● **Stored data**:
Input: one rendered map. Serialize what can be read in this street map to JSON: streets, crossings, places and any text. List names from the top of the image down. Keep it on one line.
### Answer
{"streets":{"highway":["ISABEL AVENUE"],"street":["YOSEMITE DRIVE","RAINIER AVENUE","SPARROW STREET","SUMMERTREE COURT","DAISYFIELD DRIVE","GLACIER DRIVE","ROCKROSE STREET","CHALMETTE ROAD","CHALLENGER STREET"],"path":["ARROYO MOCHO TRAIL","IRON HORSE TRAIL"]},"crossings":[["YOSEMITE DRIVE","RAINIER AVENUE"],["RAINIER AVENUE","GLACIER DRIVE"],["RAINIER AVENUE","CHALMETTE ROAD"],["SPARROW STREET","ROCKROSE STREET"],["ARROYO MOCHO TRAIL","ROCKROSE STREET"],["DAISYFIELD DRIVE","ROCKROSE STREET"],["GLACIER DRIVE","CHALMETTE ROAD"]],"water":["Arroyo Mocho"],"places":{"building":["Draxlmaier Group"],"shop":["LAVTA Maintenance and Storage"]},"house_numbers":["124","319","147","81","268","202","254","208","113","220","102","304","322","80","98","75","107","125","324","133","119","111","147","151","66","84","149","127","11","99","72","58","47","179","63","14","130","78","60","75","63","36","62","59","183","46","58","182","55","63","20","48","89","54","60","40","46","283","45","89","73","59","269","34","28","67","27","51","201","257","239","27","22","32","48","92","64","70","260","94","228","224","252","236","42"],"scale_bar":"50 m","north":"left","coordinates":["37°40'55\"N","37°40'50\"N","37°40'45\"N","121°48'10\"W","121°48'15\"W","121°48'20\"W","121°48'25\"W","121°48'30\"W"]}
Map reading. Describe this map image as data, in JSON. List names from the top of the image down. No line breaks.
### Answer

● **Work required**:
Write out again only the lines from the one with "Map reading. Describe" through the last line of the records above. Keep every word as it stands.

● **Expected answer**:
Map reading. Describe this map image as data, in JSON. List names from the top of the image down. No line breaks.
### Answer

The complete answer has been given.